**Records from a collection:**
[Start of Attachment]

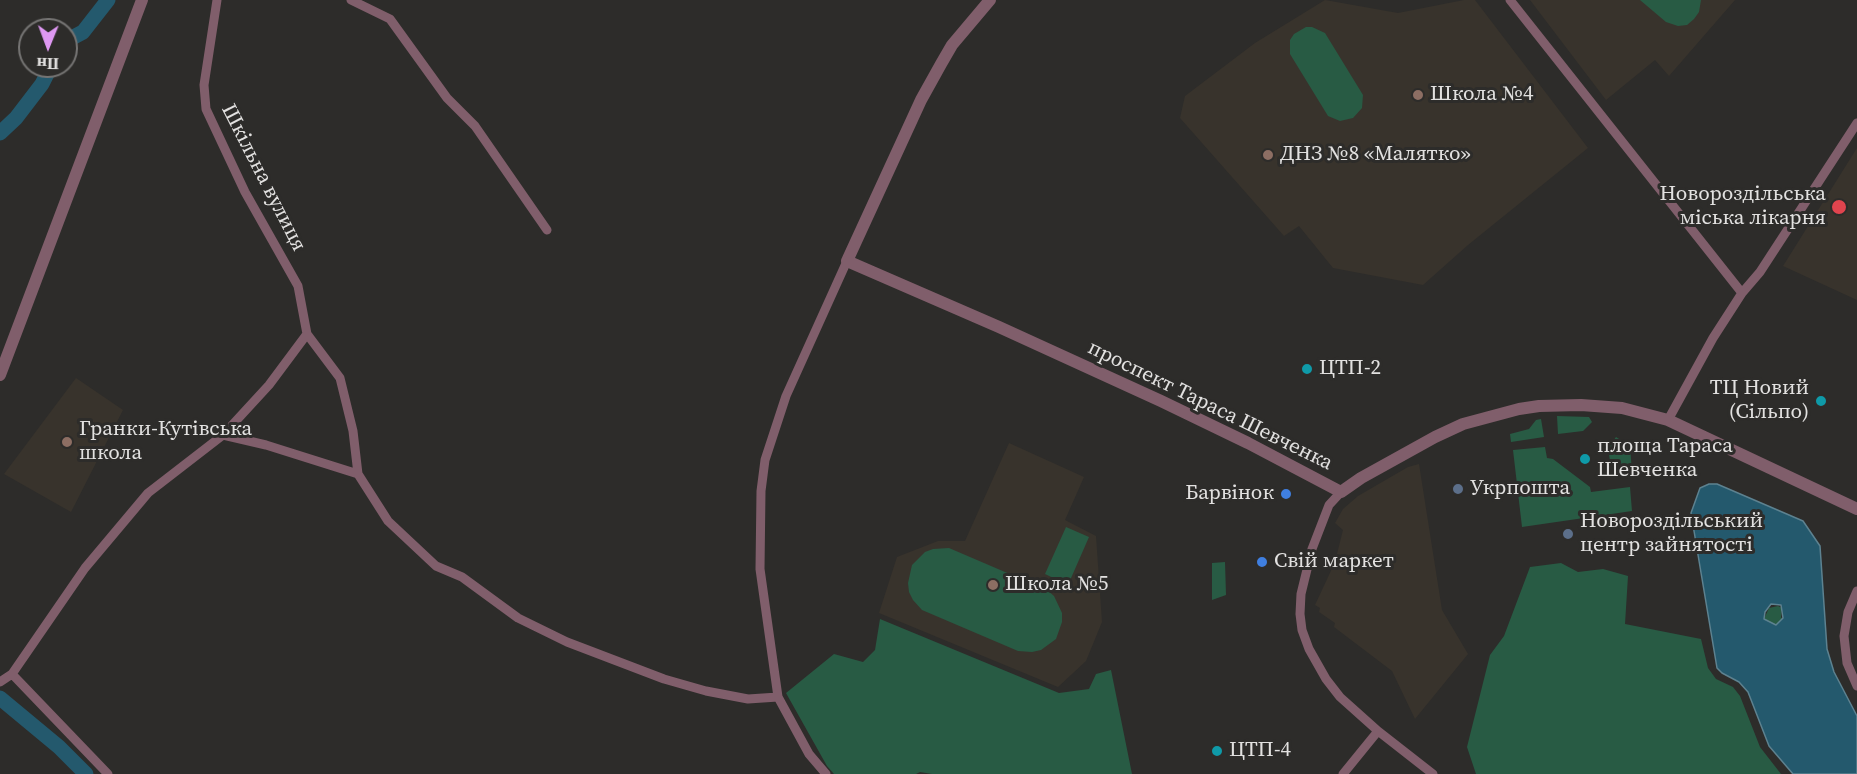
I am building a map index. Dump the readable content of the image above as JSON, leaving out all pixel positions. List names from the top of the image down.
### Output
{
  "streets": {
    "street": ["Шкільна вулиця", "проспект Тараса Шевченка"]
  },
  "places": [
    "Школа №4",
    "ДНЗ №8 «Малятко»",
    "Новороздільська міська лікарня",
    "ЦТП-2",
    "ТЦ Новий (Сільпо)",
    "Гранки-Кутівська школа",
    "площа Тараса Шевченка",
    "Укрпошта",
    "Барвінок",
    "Новороздільський центр зайнятості",
    "Свiй маркет",
    "Школа №5",
    "ЦТП-4"
  ],
  "north": "bottom"
}
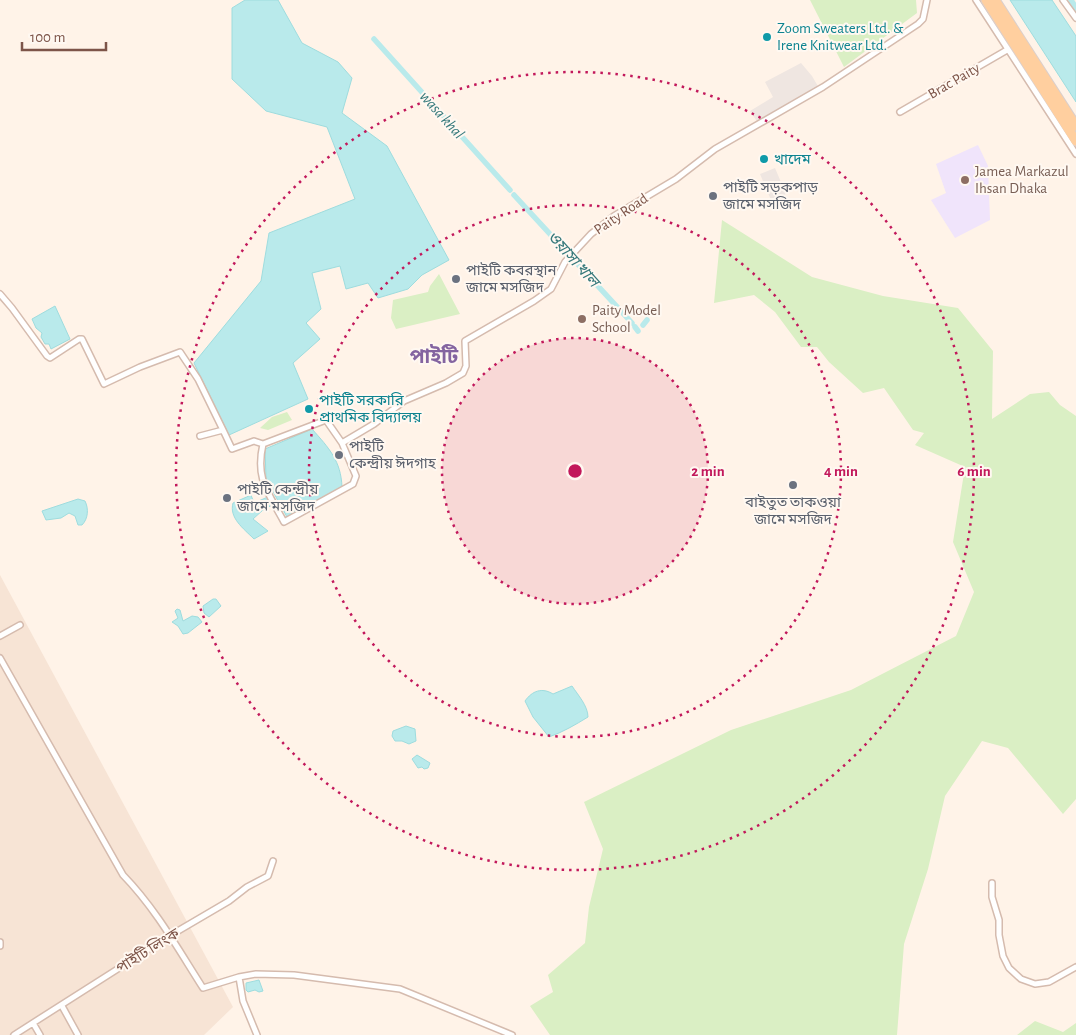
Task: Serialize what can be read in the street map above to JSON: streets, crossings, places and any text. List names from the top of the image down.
{
  "streets": {
    "street": ["Brac Paity", "Paity Road", "পাইটি লিংক"]
  },
  "districts": ["পাইটি"],
  "water": ["wasa khal", "ওয়াসা খাল"],
  "places": [
    "Zoom Sweaters Ltd. & Irene Knitwear Ltd.",
    "খাদেম",
    "Jamea Markazul Ihsan Dhaka",
    "পাইটি সড়কপাড় জামে মসজিদ",
    "পাইটি কবরস্থান জামে মসজিদ",
    "Paity Model School",
    "পাইটি সরকারি প্রাথমিক বিদ্যালয়",
    "পাইটি কেন্দ্রীয় ঈদগাহ",
    "বাইতুত তাকওয়া জামে মসজিদ",
    "পাইটি কেন্দ্রীয় জামে মসজিদ"
  ],
  "scale_bar": "100 m",
  "rings": ["2 min", "4 min", "6 min"]
}
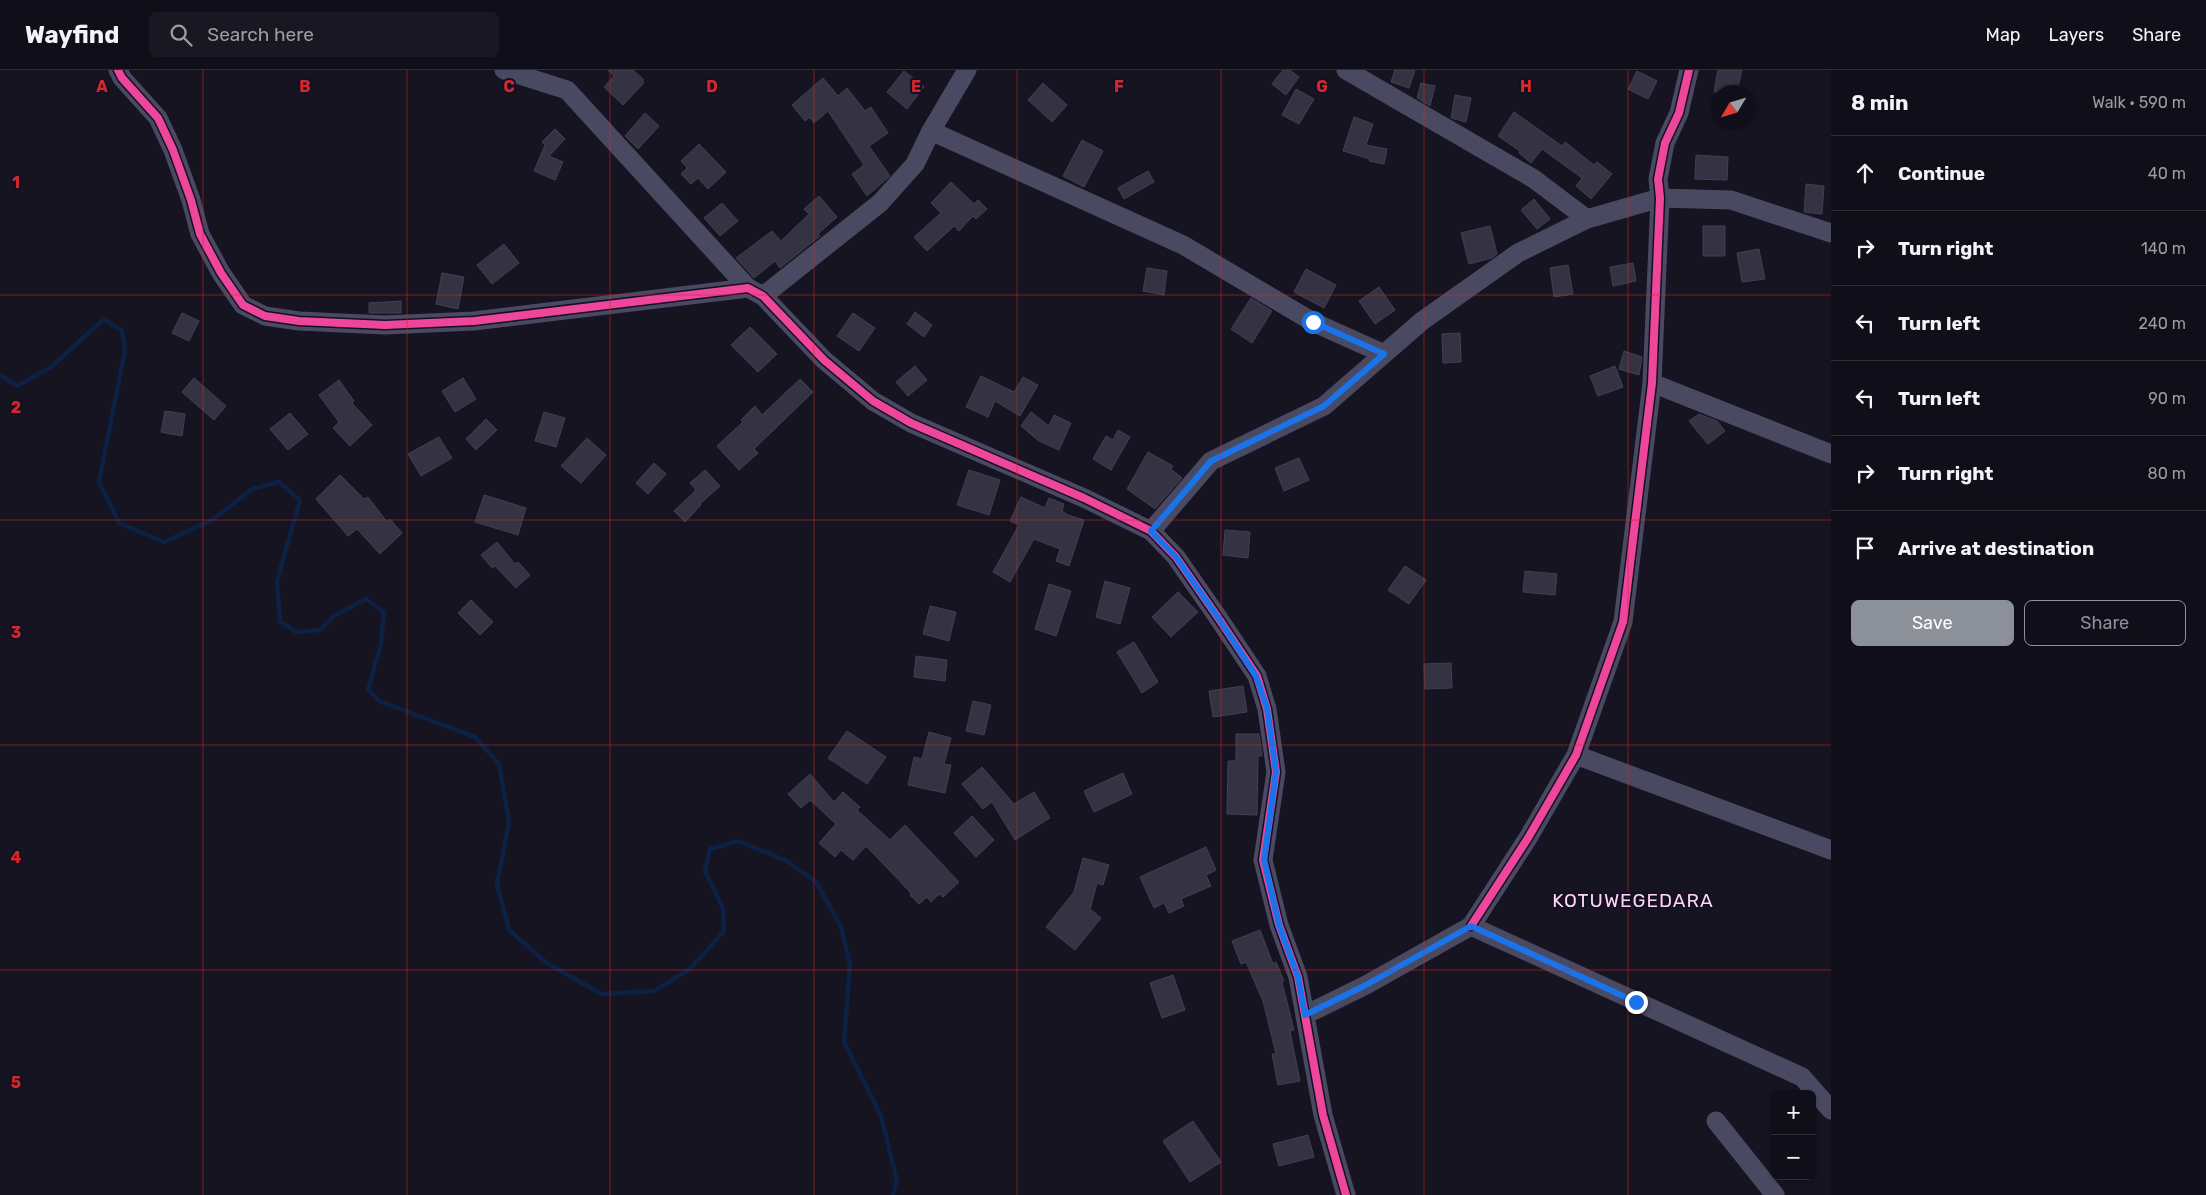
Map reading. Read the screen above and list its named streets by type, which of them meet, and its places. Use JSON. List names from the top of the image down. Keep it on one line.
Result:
{"districts":["KOTUWEGEDARA"],"north":"bottom left","page":{"header":"Wayfind","search":"Search here","nav":["Map","Layers","Share"],"heading":["8 min","Walk · 590 m"],"list":[["Continue","40 m"],["Turn right","140 m"],["Turn left","240 m"],["Turn left","90 m"],["Turn right","80 m"],"Arrive at destination"],"buttons":["Save","Share"],"map_buttons":["+","−"]},"grid":{"columns":["A","B","C","D","E","F","G","H"],"rows":["1","2","3","4","5"]}}
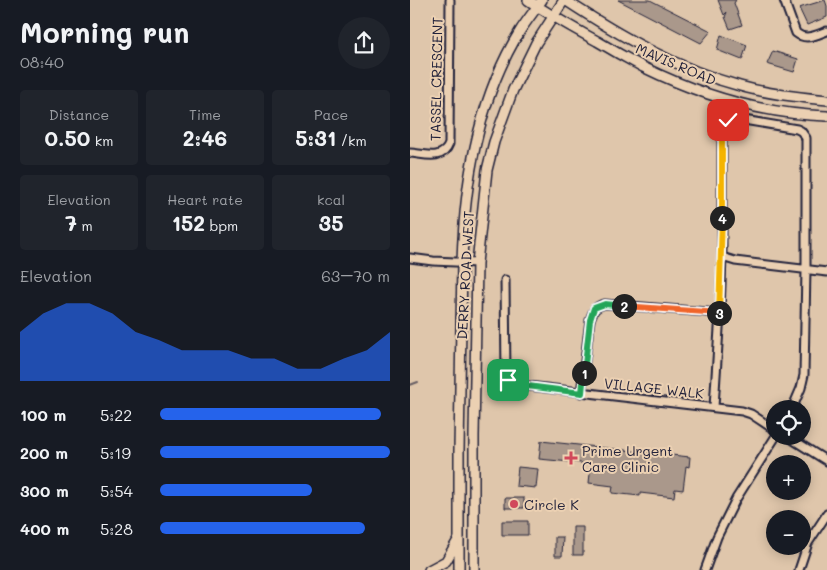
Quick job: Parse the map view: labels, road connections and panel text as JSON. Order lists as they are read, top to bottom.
{
  "streets": {
    "main road": ["MAVIS ROAD", "DERRY ROAD WEST"],
    "street": ["TASSEL CRESCENT", "VILLAGE WALK"]
  },
  "crossings": [
    ["MAVIS ROAD", "DERRY ROAD WEST"]
  ],
  "places": {
    "health": ["Prime Urgent Care Clinic"],
    "other": ["Circle K"]
  },
  "page": {
    "heading": ["Morning run", "08:40"],
    "stats": [
      ["Distance", "0.50 km"],
      ["Time", "2:46"],
      ["Pace", "5:31 /km"],
      ["Elevation", "7 m"],
      ["Heart rate", "152 bpm"],
      ["kcal", "35"]
    ],
    "pins": [
      "4",
      "2",
      "3",
      "1"
    ],
    "chart": ["Elevation", "63–70 m"],
    "list": [
      {
        "name": "100 m",
        "note": "5:22"
      },
      {
        "name": "200 m",
        "note": "5:19"
      },
      {
        "name": "300 m",
        "note": "5:54"
      },
      {
        "name": "400 m",
        "note": "5:28"
      }
    ],
    "map_buttons": ["+", "−"]
  }
}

[End of Attachment]

Leaving out the pictures, repeat all of the entries exactly.

I am building a map index. Dump the readable content of the image above as JSON, leaving out all pixel positions. List names from the top of the image down.
### Output
{
  "streets": {
    "street": ["Шкільна вулиця", "проспект Тараса Шевченка"]
  },
  "places": [
    "Школа №4",
    "ДНЗ №8 «Малятко»",
    "Новороздільська міська лікарня",
    "ЦТП-2",
    "ТЦ Новий (Сільпо)",
    "Гранки-Кутівська школа",
    "площа Тараса Шевченка",
    "Укрпошта",
    "Барвінок",
    "Новороздільський центр зайнятості",
    "Свiй маркет",
    "Школа №5",
    "ЦТП-4"
  ],
  "north": "bottom"
}
Task: Serialize what can be read in the street map above to JSON: streets, crossings, places and any text. List names from the top of the image down.
{
  "streets": {
    "street": ["Brac Paity", "Paity Road", "পাইটি লিংক"]
  },
  "districts": ["পাইটি"],
  "water": ["wasa khal", "ওয়াসা খাল"],
  "places": [
    "Zoom Sweaters Ltd. & Irene Knitwear Ltd.",
    "খাদেম",
    "Jamea Markazul Ihsan Dhaka",
    "পাইটি সড়কপাড় জামে মসজিদ",
    "পাইটি কবরস্থান জামে মসজিদ",
    "Paity Model School",
    "পাইটি সরকারি প্রাথমিক বিদ্যালয়",
    "পাইটি কেন্দ্রীয় ঈদগাহ",
    "বাইতুত তাকওয়া জামে মসজিদ",
    "পাইটি কেন্দ্রীয় জামে মসজিদ"
  ],
  "scale_bar": "100 m",
  "rings": ["2 min", "4 min", "6 min"]
}
Map reading. Read the screen above and list its named streets by type, which of them meet, and its places. Use JSON. List names from the top of the image down. Keep it on one line.
Result:
{"districts":["KOTUWEGEDARA"],"north":"bottom left","page":{"header":"Wayfind","search":"Search here","nav":["Map","Layers","Share"],"heading":["8 min","Walk · 590 m"],"list":[["Continue","40 m"],["Turn right","140 m"],["Turn left","240 m"],["Turn left","90 m"],["Turn right","80 m"],"Arrive at destination"],"buttons":["Save","Share"],"map_buttons":["+","−"]},"grid":{"columns":["A","B","C","D","E","F","G","H"],"rows":["1","2","3","4","5"]}}
Quick job: Parse the map view: labels, road connections and panel text as JSON. Order lists as they are read, top to bottom.
{
  "streets": {
    "main road": ["MAVIS ROAD", "DERRY ROAD WEST"],
    "street": ["TASSEL CRESCENT", "VILLAGE WALK"]
  },
  "crossings": [
    ["MAVIS ROAD", "DERRY ROAD WEST"]
  ],
  "places": {
    "health": ["Prime Urgent Care Clinic"],
    "other": ["Circle K"]
  },
  "page": {
    "heading": ["Morning run", "08:40"],
    "stats": [
      ["Distance", "0.50 km"],
      ["Time", "2:46"],
      ["Pace", "5:31 /km"],
      ["Elevation", "7 m"],
      ["Heart rate", "152 bpm"],
      ["kcal", "35"]
    ],
    "pins": [
      "4",
      "2",
      "3",
      "1"
    ],
    "chart": ["Elevation", "63–70 m"],
    "list": [
      {
        "name": "100 m",
        "note": "5:22"
      },
      {
        "name": "200 m",
        "note": "5:19"
      },
      {
        "name": "300 m",
        "note": "5:54"
      },
      {
        "name": "400 m",
        "note": "5:28"
      }
    ],
    "map_buttons": ["+", "−"]
  }
}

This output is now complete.